Great performances on a superb instrument, November 18, 2000
Reviewer: Michael Whincop from Griffith University, QLD AUSTRALIA
David Stanhope is a conductor, composer, and sometime pianist. It seems a little counterintuitive that someone so obviously occupied with other matters would choose to record a disk of some of the heaviest knucklecrunchers in the repertoire. But make no mistake -- the performances are hardly those of a part-time pianist. This release features a recording on the fascinating Stuart piano, designed by Australian Wayne Stuart. The Stuart's timbre is immediately distinctive -- the sound is light, but satisfyingly full-bodied, giving an exemplary clarity to this densely detailed music.
The disk opens with what may be one of the best performances of the Bach-Busoni St Anne ever recorded. Stanhope's performance has an exciting drive to it -- differentiating it from Demidenko's somewhat ponderous version -- but it never sounds rushed as Geoffrey Madge's does in his Dante release. The Stuart really suits this work; one hears, for example, the trills in the prelude that are often obscured. We then are indulged with a selection of Godowsky's Studies on the Chopin Etudes, each of which is prefaced with the Chopin original. These are rendered with style and aplomb and, once again, the piano sounds great. Following is the huge Godowsky Passacaglia. Stanhope, both in his performance and his notes, makes light of its fearsome reputation, breasting its big challenges and closing with weighty, sonorous chords. The disk closes with the Beethoven-Liszt Symphony No. 8. As Stanhope points out in his notes, conducting tradition often causes some of the tempi in this work to be a bit slack, especially in the first movement. He makes his point tellingly with a thrilling first movement, and backs up to do the same in the finale -- while missing none of the inner movements' wit or charm. This is a very enjoyable disk. I invite you to listen to it, and then call Tall Poppies and urge them to commission another disk from this fascinating musician.
Amazon Customer Review
From article about the Stuart & Sons pianos
Of the CD recordings I have so far heard, I recommend these four standouts. The recorded sound of each is excellent, the piano sound layered and nuanced, the playing first-rank:
Ian Munro: Mere Bagatelles (Tall Poppies TP080). Munro plays a set of short pieces for solo piano by various contemporary composers with links to Australia. The music is pianistic and never ugly, and some of it is really quite beautiful; eg, Carl Vine's Bagatelle 5, "Threnody."

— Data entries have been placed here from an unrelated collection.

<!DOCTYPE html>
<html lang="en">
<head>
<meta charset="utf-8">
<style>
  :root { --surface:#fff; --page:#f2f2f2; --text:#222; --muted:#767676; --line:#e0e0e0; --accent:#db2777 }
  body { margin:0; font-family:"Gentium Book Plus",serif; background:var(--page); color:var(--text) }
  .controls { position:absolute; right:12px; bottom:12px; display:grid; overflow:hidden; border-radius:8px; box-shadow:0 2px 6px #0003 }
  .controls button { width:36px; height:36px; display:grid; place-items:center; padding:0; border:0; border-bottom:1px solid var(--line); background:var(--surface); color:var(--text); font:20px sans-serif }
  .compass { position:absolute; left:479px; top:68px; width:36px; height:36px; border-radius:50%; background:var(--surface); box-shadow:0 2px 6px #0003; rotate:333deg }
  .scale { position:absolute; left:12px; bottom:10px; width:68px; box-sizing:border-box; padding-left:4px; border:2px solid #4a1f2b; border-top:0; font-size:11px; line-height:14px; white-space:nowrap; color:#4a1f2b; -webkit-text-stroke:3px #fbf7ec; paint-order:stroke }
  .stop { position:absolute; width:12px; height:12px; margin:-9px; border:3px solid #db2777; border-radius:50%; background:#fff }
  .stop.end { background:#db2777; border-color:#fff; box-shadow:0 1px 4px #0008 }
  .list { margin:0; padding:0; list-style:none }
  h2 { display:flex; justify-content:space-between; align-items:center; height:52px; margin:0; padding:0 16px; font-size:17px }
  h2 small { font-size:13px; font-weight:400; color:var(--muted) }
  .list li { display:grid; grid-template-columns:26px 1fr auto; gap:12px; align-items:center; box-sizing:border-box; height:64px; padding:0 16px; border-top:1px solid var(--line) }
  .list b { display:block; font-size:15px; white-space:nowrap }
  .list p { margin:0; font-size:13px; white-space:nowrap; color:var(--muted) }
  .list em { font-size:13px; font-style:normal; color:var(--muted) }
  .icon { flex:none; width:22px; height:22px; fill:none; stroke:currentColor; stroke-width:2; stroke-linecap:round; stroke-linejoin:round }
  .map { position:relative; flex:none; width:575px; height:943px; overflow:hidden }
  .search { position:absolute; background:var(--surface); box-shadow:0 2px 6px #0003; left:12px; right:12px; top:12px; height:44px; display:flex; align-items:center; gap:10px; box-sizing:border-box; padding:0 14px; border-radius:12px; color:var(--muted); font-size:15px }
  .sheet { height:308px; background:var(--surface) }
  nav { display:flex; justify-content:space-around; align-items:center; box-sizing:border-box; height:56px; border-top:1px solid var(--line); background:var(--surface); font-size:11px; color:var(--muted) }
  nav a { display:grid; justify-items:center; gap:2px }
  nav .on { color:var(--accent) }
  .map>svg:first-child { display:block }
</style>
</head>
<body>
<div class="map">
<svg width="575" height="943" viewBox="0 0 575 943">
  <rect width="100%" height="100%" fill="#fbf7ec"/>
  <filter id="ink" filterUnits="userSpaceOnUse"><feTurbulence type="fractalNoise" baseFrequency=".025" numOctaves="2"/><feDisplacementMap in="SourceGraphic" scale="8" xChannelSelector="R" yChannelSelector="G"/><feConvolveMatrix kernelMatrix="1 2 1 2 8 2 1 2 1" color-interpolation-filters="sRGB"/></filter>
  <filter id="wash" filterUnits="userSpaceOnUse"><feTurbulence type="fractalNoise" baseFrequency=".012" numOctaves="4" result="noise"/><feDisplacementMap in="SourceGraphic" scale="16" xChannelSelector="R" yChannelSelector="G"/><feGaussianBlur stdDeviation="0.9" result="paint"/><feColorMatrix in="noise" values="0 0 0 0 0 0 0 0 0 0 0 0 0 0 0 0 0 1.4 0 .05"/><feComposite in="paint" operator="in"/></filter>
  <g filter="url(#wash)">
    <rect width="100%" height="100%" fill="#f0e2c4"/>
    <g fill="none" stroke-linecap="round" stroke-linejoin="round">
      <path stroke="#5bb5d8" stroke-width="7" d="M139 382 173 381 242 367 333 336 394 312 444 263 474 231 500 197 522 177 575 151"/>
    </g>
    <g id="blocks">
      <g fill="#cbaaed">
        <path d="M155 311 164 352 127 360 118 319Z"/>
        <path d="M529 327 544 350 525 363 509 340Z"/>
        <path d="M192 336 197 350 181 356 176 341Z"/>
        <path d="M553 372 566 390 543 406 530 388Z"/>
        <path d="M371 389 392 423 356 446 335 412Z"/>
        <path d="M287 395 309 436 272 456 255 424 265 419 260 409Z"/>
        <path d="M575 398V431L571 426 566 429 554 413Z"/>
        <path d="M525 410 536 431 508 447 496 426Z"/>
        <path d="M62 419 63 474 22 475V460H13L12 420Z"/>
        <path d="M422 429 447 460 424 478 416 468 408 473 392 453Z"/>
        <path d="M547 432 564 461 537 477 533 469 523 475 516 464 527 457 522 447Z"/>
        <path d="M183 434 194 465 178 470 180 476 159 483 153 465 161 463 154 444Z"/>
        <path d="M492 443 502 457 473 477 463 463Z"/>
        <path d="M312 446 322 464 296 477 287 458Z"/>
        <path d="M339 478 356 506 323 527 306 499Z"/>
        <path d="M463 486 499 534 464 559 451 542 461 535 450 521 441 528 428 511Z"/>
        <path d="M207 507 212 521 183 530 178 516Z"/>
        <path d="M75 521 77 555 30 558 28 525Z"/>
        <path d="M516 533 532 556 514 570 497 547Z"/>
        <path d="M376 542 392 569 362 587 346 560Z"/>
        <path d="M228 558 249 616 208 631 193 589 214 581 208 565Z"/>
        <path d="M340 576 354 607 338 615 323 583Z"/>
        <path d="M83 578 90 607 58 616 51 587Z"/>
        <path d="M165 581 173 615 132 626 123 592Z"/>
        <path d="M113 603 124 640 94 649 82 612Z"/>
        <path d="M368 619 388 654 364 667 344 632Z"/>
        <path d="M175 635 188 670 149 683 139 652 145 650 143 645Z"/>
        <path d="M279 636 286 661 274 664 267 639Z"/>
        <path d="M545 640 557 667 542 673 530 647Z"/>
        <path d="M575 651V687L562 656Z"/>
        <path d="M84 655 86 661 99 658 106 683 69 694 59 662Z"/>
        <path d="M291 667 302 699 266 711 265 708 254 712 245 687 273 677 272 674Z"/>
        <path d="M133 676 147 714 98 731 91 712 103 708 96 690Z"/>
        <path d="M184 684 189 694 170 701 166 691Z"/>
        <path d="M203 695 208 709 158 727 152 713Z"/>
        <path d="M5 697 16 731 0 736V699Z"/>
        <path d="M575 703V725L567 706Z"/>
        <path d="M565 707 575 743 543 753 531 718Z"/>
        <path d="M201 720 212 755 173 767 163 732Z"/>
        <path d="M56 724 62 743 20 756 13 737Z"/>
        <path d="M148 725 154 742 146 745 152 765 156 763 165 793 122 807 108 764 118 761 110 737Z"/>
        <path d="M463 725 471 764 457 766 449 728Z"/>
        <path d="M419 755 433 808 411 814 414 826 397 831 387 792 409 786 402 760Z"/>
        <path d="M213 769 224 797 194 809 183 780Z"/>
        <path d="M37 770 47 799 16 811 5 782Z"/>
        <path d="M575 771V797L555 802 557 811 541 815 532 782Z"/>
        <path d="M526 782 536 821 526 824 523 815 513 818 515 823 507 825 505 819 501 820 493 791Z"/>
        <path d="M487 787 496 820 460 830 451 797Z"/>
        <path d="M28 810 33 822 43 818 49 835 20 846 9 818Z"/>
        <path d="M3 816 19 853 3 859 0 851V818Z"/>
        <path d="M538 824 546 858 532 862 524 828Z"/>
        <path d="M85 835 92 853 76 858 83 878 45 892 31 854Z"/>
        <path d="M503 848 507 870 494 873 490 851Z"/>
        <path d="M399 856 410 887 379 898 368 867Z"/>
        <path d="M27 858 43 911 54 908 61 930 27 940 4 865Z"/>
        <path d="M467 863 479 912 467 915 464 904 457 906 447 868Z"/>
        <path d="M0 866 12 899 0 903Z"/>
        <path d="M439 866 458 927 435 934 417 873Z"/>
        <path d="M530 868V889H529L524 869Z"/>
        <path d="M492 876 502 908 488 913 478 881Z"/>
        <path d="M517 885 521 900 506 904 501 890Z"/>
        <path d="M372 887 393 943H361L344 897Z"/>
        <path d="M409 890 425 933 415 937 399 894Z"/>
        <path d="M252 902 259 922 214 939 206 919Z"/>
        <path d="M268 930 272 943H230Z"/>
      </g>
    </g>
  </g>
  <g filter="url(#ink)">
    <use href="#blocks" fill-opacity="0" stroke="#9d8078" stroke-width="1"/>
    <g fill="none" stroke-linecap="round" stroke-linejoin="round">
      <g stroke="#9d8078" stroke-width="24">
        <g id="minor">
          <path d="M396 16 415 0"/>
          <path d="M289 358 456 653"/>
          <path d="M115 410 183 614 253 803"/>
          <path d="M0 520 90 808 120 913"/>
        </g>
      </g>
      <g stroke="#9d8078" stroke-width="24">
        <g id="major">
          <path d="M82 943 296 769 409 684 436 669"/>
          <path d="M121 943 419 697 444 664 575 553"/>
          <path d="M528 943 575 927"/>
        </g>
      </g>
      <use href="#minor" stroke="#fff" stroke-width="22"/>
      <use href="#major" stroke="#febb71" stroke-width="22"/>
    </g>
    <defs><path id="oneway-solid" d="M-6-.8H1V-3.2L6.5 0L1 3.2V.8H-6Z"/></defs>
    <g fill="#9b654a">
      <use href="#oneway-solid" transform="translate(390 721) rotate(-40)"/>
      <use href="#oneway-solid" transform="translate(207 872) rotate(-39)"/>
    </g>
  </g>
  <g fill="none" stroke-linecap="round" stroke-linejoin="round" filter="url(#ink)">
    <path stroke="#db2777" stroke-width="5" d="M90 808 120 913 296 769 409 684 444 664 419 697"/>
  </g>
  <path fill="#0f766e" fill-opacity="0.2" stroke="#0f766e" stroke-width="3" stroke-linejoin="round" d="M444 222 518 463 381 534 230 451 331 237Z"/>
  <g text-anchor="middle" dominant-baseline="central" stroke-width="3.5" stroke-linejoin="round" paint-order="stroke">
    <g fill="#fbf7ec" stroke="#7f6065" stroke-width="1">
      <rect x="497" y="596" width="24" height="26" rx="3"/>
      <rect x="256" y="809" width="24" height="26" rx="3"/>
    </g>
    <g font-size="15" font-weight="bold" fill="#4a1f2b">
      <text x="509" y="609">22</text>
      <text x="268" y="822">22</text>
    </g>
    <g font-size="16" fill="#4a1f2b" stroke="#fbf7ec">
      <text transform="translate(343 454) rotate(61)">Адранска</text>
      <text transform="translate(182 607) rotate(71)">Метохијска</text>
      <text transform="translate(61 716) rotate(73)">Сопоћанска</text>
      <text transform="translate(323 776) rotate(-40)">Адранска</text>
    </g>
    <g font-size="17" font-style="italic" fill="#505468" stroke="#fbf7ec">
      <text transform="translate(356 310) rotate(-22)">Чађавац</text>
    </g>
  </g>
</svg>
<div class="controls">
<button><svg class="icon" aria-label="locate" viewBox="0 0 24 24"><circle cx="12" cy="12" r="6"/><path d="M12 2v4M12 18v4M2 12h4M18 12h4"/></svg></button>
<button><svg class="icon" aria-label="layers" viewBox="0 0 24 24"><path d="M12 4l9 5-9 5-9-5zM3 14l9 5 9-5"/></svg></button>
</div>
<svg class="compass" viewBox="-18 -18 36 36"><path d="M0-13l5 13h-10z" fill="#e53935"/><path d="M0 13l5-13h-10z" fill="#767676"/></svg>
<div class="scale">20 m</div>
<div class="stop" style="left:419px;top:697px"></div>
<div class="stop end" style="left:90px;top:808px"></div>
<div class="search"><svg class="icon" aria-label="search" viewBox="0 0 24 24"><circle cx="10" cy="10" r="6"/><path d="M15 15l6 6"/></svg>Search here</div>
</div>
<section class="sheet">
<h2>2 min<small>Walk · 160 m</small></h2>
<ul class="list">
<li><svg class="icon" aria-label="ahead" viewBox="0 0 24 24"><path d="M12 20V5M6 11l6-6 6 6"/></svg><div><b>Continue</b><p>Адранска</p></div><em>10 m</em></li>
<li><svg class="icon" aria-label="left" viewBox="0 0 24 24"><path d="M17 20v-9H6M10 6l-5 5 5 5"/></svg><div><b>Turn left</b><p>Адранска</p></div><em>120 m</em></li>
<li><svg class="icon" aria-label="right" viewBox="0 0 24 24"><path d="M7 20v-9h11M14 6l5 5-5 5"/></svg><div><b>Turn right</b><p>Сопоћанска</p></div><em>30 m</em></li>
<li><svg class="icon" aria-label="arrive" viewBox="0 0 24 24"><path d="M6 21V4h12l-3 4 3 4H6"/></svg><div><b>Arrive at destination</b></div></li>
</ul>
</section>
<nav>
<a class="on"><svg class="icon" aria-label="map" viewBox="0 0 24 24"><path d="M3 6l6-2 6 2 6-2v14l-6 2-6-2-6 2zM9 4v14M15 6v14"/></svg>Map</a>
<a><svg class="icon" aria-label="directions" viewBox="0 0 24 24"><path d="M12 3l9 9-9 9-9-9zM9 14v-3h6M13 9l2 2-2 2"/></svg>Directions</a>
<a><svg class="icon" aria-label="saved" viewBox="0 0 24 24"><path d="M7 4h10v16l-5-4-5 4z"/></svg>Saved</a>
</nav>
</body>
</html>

David Stanhope Plays... (Tall Poppies TP135) is my favorite—a program of transcriptions that are technically very demanding but musically substantial and rewarding. In addition to Busoni's transcription of Bach's Prelude and Fugue in e-flat, there are eight studies by Godowsky on Chopin Études. Of particular interest is Liszt's transcription of Beethoven's Symphony 8. Stanhope has technique to burn, a penetrating musical intelligence, and should be much more widely known.
The two above discs are on Australia's Tall Poppies label, which seems to be a connoisseuse-run labor of love and is well worth your support.
I wish David Stanhope were as well known as the man who bought the first of these monster pianos, Rowen Atkinson, a.k.a. Mr. Bean, alias Black Adder. This 2.9 meter, 97 key, four on the floor (pedals) aircraft carrier is the Stuart & Sons concert grand. Stanhope puts the mighty Stuart through its paces on this one. And mighty like a rose, not just power. These are difficult and lovely selections, rarely performed, all linked to more popular pieces; and yet genuine in their own right.